Arko Datto, What News of the Snake That Lost its Heart in the Fire

JTF (seulement faits): Publié en 2021 par L’Artiere Edizioni (ici). Couverture souple (23 x 30,5 cm) avec couverture affiche pliée, 200 pages, avec environ 100 photos couleur. Comprend des textes de Purnilla Chatterjee et de l’artiste. Conçu par Nicholas Poole. Tiré à 700 exemplaires. (Couvrez et affichez les photos ci-dessous.)
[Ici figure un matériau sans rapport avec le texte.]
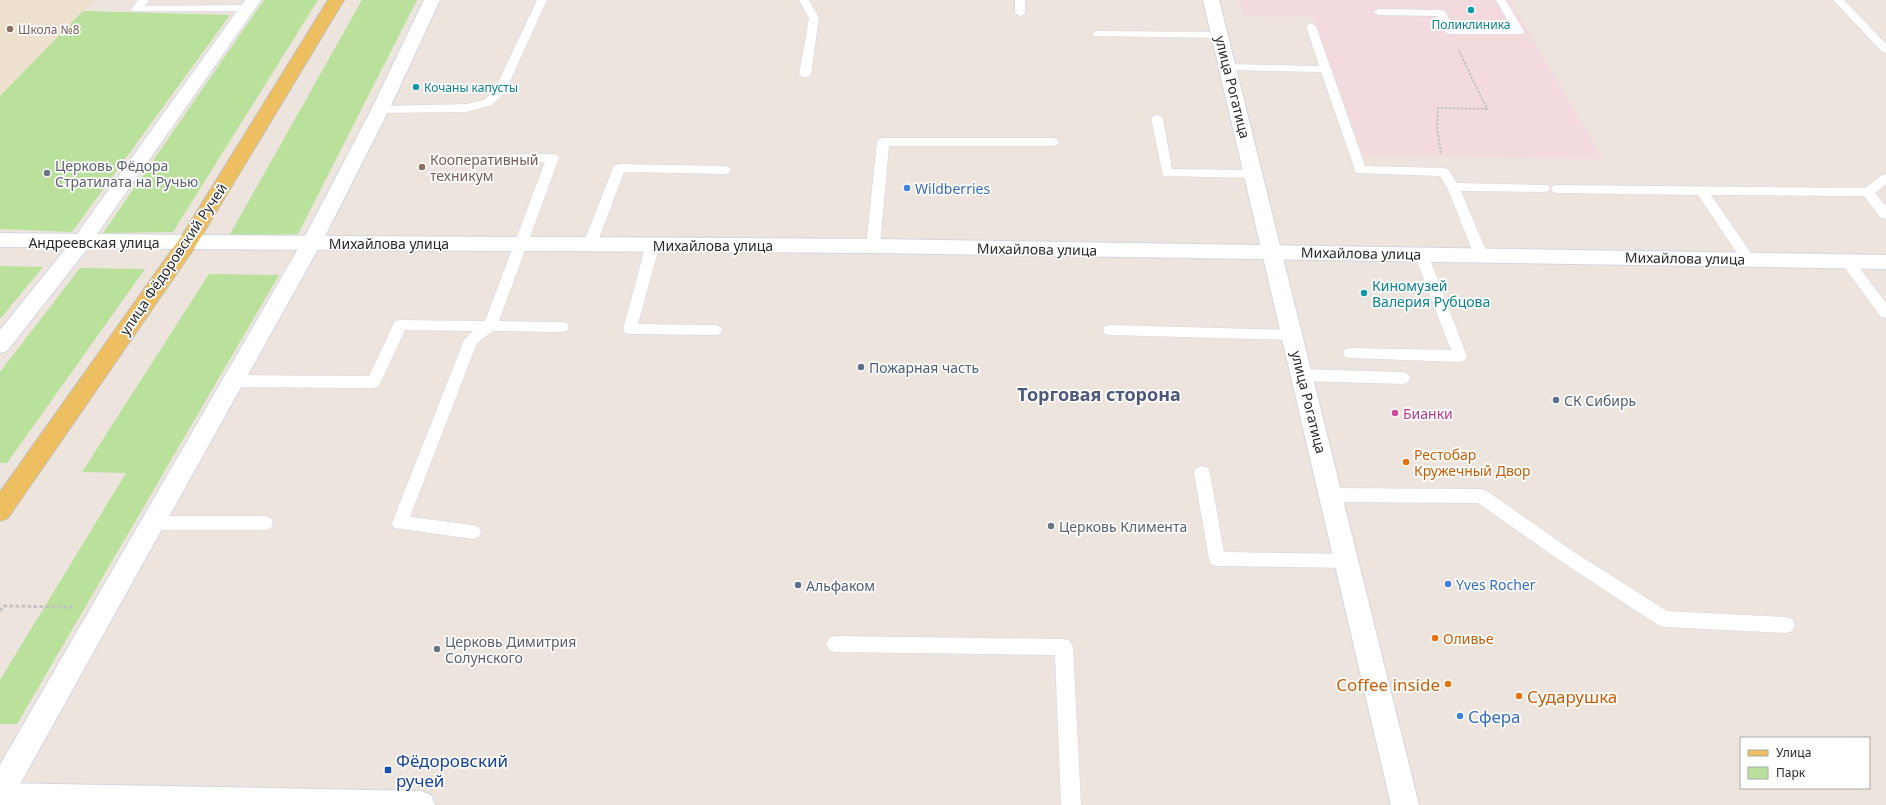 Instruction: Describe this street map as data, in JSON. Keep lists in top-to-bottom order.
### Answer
{
  "streets": {
    "main road": ["улица Фёдоровский Ручей"],
    "street": ["улица Рогатица", "Андреевская улица", "Михайлова улица"]
  },
  "crossings": [
    ["улица Рогатица", "Михайлова улица"],
    ["Андреевская улица", "Михайлова улица"],
    ["Андреевская улица", "улица Фёдоровский Ручей"],
    ["Михайлова улица", "улица Фёдоровский Ручей"]
  ],
  "districts": ["Торговая сторона"],
  "places": {
    "other": [
      "Поликлиника",
      "Школа №8",
      "Кочаны капусты",
      "Кооперативный техникум",
      "Церковь Фёдора Стратилата на Ручью",
      "Wildberries",
      "Киномузей Валерия Рубцова",
      "Пожарная часть",
      "СК Сибирь",
      "Бианки",
      "Рестобар Кружечный Двор",
      "Церковь Климента",
      "Yves Rocher",
      "Альфаком",
      "Оливье",
      "Церковь Димитрия Солунского",
      "Coffee inside",
      "Сударушка",
      "Сфера"
    ],
    "transit": ["Фёдоровский ручей"]
  },
  "legend": ["Улица", "Парк"]
}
Commentaires/Contexte : La photographie de nuit urbaine éclairée au flash, presque partout où elle se trouve, a tendance à révéler les dessous cachés des communautés qui n’apparaissent qu’après la tombée de la nuit. Tout au long de l’histoire de Medium au XXe siècle, nous avons été si souvent exposés aux événements nocturnes de New York, Londres, Paris, Tokyo et d’autres grandes villes que nous avons créé une gamme d’attentes quant à ce que ces images (presque toujours dans de mystérieux noir et blanc) nous montrent généralement : la vie nocturne des bars, les rues sombres et la séduction illicite, la liberté personnelle et le sentiment général de tout ce qui se passe.

Mais au cours de la dernière décennie, nous avons commencé à voir une vision alternative de la photographie nocturne émerger d’Asie du Sud et d’Inde, une vision marquée par la couleur rageuse, la chaleur tropicale, l’extase spirituelle et l’intensité brutale. Les projets de Tiane Doan na Champassak (ici), Sohrab Hura (ici) et Vasantha Yogananthan (ici), pour n’en nommer que quelques-uns, ont défié l’esthétique nocturne dominante, introduisant une électricité visuelle qui semble s’attarder délibérément à la limite du contrôle. . Plus important encore, la palette de couleurs sud-asiatiques de ce soir est étrangement vibrante (et souvent surréaliste), avec des noirs profonds dérivant vers les violets et les bleus, des verts énergiques jaillissant de la forêt voisine et des roses, oranges et rouges ardents ponctuant l’obscurité.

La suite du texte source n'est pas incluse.